Before the vote that would ultimately strip Huang of his right to represent the KMT to run for Keelung mayor, a committee member allegedly suggested that Huang be allowed a one-week grace period, but the suggestion did not stand after the KMT confirmed that Huang insisted on running in the elections.
The retraction of Huang's right to run for Keelung mayor was proposed by Hau, Central Standing Committee members Hsieh Lung-chieh (謝龍介), Tseng Wen-pei (曾文培) and Hsu Chiao-hsin (徐巧芯).
According to the KMT, it had appointed Huang to run for Keelung mayor in a Central Standing Committee meeting held on Jan. 22, as Huang had come out first in public surveys; but the original appointment was invalidated after yesterday's vote.
KMT spokesman Charles Chen (陳以信) stated that 21 KMT members spoke out in support of the proposal during the meeting.
There were two ways the KMT considered dealing with Hau's proposal. The first was to postpone the vote to one week later, and the second was to inform Huang of the party's proposal and hopefully persuade him to reconsider his election bid.

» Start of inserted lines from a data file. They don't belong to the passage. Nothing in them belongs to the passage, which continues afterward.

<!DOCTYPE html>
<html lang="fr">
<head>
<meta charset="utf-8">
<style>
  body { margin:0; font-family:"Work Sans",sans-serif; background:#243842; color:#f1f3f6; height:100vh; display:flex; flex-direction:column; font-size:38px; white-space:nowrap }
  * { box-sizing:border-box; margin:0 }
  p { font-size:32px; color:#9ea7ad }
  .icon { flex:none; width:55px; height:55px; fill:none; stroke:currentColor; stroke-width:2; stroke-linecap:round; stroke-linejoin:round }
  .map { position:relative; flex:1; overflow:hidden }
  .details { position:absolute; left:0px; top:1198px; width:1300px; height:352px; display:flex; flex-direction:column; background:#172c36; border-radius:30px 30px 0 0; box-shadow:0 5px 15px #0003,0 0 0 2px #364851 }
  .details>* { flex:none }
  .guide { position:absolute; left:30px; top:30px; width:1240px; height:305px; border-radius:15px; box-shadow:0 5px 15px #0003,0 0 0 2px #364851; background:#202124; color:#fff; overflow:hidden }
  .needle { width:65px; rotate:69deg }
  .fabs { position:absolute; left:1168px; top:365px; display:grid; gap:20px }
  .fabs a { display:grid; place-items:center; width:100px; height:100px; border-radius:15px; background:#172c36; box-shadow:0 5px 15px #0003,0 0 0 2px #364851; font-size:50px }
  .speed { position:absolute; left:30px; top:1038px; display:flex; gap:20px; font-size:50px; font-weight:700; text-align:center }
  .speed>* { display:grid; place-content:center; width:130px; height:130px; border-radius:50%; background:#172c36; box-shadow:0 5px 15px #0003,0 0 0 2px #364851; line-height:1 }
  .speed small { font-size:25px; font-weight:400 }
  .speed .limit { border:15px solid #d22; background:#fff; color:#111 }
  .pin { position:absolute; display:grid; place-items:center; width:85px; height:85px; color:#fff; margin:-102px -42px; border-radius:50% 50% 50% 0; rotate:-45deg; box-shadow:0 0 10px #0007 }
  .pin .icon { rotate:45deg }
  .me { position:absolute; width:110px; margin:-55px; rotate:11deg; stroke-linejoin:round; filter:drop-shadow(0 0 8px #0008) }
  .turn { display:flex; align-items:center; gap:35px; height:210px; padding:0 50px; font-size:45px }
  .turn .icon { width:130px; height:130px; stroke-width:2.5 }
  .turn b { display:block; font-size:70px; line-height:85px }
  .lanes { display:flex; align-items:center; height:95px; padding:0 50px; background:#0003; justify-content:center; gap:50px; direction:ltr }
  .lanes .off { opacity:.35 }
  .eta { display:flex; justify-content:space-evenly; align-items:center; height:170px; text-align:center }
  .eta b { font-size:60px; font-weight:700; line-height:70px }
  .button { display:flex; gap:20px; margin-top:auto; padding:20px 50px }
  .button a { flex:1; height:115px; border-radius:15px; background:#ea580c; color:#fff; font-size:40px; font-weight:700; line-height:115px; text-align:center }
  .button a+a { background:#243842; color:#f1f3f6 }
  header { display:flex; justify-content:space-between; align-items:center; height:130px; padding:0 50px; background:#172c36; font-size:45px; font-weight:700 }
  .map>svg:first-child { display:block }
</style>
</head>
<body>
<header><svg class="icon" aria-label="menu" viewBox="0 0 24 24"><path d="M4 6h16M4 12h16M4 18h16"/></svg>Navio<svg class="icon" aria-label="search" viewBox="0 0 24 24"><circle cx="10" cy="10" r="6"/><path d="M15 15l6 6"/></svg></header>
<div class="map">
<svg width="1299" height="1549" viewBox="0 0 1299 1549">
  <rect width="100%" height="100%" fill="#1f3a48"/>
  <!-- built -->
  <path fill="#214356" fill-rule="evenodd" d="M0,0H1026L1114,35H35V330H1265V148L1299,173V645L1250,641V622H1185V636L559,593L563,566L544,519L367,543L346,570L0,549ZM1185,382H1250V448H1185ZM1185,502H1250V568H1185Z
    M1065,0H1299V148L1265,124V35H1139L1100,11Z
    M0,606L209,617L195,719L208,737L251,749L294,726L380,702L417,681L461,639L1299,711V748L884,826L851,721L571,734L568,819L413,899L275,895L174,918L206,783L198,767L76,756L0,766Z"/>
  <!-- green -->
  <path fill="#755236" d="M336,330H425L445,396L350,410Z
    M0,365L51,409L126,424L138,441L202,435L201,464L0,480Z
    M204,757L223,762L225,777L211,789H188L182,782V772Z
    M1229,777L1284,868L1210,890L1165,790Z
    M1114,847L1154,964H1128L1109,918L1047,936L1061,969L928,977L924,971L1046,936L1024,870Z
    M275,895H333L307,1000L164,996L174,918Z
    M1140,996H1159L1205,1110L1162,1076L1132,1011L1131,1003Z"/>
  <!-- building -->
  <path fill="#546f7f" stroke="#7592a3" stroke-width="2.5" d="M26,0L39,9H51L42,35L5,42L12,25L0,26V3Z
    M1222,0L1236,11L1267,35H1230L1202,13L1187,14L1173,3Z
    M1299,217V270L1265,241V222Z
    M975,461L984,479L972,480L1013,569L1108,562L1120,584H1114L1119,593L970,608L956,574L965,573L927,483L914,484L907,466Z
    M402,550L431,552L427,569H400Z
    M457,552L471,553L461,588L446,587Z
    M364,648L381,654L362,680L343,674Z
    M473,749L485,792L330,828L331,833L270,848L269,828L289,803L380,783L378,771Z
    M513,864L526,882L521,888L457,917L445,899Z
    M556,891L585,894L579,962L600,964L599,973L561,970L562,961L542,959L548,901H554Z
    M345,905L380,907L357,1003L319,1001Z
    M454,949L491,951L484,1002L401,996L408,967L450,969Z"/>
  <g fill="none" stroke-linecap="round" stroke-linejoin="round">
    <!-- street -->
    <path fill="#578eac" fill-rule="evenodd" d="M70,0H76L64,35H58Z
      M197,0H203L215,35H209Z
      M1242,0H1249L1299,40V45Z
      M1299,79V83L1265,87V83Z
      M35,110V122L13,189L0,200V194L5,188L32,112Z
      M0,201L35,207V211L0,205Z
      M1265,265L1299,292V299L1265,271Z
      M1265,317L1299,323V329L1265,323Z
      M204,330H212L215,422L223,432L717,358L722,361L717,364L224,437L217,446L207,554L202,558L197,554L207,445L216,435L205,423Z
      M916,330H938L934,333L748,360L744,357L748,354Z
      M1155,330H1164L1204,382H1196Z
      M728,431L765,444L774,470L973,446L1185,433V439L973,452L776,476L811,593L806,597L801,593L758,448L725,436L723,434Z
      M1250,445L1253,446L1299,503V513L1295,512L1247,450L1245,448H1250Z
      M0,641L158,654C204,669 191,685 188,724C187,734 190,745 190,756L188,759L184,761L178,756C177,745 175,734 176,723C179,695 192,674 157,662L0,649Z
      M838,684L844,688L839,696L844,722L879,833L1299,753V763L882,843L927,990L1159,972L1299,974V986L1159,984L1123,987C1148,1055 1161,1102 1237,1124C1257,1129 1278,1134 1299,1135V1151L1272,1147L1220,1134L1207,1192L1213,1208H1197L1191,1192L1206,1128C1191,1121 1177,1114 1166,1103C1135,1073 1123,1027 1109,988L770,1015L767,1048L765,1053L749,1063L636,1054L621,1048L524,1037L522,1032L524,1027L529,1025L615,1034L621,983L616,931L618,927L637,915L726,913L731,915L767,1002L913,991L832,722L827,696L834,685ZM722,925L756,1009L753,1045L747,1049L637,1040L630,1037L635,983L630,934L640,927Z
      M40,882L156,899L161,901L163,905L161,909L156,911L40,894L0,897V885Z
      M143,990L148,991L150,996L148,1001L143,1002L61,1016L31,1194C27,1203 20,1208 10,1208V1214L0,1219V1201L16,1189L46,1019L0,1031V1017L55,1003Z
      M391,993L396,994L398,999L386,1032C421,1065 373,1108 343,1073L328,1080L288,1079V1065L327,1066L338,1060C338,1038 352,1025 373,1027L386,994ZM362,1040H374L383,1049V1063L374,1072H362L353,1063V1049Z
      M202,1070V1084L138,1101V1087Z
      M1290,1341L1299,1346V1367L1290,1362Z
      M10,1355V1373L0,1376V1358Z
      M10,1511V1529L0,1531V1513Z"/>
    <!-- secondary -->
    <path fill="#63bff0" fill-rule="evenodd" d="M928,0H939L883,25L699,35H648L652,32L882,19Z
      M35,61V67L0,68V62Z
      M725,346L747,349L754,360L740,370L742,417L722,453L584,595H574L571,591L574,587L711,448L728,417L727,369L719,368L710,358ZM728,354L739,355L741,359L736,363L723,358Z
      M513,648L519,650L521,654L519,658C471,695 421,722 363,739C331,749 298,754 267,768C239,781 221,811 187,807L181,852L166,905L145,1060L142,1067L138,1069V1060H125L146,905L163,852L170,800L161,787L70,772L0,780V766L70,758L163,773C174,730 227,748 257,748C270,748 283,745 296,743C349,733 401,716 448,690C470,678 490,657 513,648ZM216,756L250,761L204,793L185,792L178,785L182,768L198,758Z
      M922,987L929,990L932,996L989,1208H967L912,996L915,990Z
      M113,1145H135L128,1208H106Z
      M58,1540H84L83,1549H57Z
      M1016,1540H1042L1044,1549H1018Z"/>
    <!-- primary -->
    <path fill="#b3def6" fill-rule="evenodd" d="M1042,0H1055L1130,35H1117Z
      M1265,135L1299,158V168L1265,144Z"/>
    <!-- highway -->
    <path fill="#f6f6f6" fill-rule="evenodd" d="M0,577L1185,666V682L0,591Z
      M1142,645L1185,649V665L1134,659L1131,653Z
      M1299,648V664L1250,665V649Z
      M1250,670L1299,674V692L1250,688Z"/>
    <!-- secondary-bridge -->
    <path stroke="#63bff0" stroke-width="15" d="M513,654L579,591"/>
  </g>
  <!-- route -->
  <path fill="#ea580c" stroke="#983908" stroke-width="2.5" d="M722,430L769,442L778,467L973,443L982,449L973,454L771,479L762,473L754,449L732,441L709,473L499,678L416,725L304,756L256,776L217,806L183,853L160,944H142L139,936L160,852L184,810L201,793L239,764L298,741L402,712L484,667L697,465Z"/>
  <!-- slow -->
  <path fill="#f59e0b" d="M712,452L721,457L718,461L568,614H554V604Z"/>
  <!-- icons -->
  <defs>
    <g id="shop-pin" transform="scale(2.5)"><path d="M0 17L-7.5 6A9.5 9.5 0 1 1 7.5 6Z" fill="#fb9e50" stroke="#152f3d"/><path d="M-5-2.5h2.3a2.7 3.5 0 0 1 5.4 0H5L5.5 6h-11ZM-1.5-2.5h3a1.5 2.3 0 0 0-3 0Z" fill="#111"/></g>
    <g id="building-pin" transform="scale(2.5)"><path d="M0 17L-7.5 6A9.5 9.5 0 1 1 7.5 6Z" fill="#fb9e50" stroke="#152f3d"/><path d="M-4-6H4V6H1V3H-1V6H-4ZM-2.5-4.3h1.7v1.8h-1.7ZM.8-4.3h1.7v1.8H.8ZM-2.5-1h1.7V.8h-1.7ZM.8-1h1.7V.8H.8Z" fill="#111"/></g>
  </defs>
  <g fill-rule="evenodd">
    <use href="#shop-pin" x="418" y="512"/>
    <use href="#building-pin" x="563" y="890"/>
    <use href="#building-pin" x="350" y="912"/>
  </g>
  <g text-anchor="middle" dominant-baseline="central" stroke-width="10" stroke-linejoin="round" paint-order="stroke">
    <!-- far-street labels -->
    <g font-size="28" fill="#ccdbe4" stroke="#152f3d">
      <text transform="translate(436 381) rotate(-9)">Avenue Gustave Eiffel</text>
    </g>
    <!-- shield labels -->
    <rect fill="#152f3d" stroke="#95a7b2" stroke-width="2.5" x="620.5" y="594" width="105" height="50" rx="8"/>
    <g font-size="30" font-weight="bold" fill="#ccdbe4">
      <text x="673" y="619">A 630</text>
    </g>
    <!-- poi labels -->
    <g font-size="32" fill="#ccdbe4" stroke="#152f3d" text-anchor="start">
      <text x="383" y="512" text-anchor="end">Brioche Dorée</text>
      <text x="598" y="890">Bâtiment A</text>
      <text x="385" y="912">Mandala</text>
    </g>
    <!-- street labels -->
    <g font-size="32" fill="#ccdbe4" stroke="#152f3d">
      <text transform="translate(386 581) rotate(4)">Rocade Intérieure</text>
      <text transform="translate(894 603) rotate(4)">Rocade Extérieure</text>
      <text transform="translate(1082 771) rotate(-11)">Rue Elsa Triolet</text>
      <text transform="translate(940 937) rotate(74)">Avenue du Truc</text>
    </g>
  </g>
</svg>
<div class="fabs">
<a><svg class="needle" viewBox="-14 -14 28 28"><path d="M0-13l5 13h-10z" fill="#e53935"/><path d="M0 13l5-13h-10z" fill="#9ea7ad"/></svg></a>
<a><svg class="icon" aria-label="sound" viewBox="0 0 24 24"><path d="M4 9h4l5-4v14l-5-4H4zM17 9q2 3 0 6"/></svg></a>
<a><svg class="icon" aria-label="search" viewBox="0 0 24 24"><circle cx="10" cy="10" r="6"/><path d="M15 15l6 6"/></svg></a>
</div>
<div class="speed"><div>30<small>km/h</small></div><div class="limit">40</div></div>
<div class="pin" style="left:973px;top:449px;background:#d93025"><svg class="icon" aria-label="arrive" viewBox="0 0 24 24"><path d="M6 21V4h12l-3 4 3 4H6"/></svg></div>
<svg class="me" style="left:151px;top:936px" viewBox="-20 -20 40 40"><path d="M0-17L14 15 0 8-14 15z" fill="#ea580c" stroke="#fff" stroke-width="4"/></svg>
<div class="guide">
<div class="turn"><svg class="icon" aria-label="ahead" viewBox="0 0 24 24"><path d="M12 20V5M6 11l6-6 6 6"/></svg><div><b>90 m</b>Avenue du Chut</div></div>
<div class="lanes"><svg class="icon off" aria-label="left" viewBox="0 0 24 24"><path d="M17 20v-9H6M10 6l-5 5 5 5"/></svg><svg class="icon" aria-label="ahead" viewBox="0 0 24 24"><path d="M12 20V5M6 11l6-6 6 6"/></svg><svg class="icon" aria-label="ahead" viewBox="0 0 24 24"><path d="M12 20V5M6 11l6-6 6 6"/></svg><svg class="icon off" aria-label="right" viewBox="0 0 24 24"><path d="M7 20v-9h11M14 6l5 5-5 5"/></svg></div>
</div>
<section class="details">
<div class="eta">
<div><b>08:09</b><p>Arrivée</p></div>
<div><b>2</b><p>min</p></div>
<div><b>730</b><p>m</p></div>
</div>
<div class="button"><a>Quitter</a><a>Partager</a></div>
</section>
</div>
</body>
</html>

KMT Vice Chairman Tseng Yung-chuan (曾永權) called Huang during the meeting, explaining the proposal and inquiring if Huang's decision to run for Keelung mayor had changed. “If Huang had decided not to run for mayor, the committee would not have passed the proposal,” said Chen, who added that the following procedures would be handled as soon as possible.
Painful Decision: Ma
Huang's reputation and approval rates dropped dramatically after the corruption allegations, and the case could also damage the KMT's image, explained Hau in his proposal.
The decision came just one day after New Taipei Mayor Eric Chu (朱立倫) stated that the KMT is actively considering whether to nominate another candidate to run in the Keelung mayoral race.
Both Hau and KMT Chairman Ma Ying-jeou expressed frustration over the decision. “This is a painful yet necessary decision for us. If we didn't do it, it would damage the party even more,” Chen reported Ma as saying.